Years ago, the slide of Greece into economic oblivion was obvious to all but Blind Freddie though, amusingly, his dog could see the problem.
It went like this: back in 2007, Greece exported goods and services valued at $US15 billion and imported goods and services worth $US51.6 billion – providing the first clue, a whopping trade imbalance.
After ‘invisibles’, which in the case of Greece would probably be its large shipping fleet, the current account balance was a negative $US13.1 billion, or 6.4 per cent of gross domestic product. English translation: “You’re going broke.”
By 2010, the Greek current account balance was negative $US44.6 billion, or 14.1 per cent of GDP. English translation: “You are broke.”
Tasmania, and perhaps Australia’s other little piggies, are travelling the road to Athens. They import more than they export. Local industries are being crushed by a high exchange rate (tourism, wine, manufacturing, education) and government is plugging the gap with taxes raised elsewhere in the country.
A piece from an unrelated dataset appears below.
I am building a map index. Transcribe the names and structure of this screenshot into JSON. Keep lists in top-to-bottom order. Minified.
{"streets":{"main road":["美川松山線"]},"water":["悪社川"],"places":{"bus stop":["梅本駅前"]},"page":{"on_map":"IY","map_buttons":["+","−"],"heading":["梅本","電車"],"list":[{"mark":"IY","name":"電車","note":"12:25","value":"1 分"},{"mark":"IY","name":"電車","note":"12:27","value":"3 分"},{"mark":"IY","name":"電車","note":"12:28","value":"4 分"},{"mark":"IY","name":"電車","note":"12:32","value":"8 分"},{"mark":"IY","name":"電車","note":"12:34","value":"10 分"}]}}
However, given that Australia is not going to bust up (as Europe probably will) there has to be another way of sparking some life into the moribund parts of the country before they become terminal basket cases, surviving solely on a drip-feed of handouts from Canberra – which gets its cash from the successful states.
More collateralised
As another sobering thought and, in keeping with that traditional game of spotting the first daffodil of spring, is it possible that we can see the first seeds of the next bank-induced global financial crisis?
In the US and Europe the latest ‘game’ for investment banks is to own the warehouses which store much of the world’s metals.
Goldman Sachs, for example, owns an estimated 100 warehouses in which it stores copper, aluminium and nickel. JP Morgan Chase is doing the same thing.
At first blush the banks appear to be mimicking the commodity-control systems which lie at the heart of trading companies such as Glencore and Noble Group in which they buy, ship, store and ship again myriad commodities ranging from soy beans to coal – peeling a fee off at every stage of the process.
If that is all that Goldman and Morgan are doing then the best of luck in this new money-making venture.
Unfortunately, it is highly unlikely the banks will stop at being warehouse operators and trans-shippers.
They will be looking at ways to leverage off their control of valuable commodities in their warehouses just as they leveraged off their control of the home mortgage market in the US and other forms of debt.
It was the clever chaps in investment banks who gave us sub-prime mortgages and collateralised debt obligations (CDOs), which failed so spectacularly.
So, will we soon see a CCO (collateralised commodity obligation) heading our way, eventually inflicting the same damage on commodity producing countries (Australia?) as the CDOs did to the US and Europe?
Spun out
Spin reached a new level in Perth last week when accounting firm Deloitte sent out a media statement headed: “IPO activity in WA continues recovery in FY11” – which is beancounter speak for Perth having lots of floats last financial year.
The problem, which comes from the chapter in a medical handbook headed “the operation was a success, though the patient died”, is, that of the 10 biggest WA-based floats named by Deloitte, seven were flops with only three trading above their issue price at June 30.
“Formula for failure: Try to please everybody.” Herbert Bayard Swope.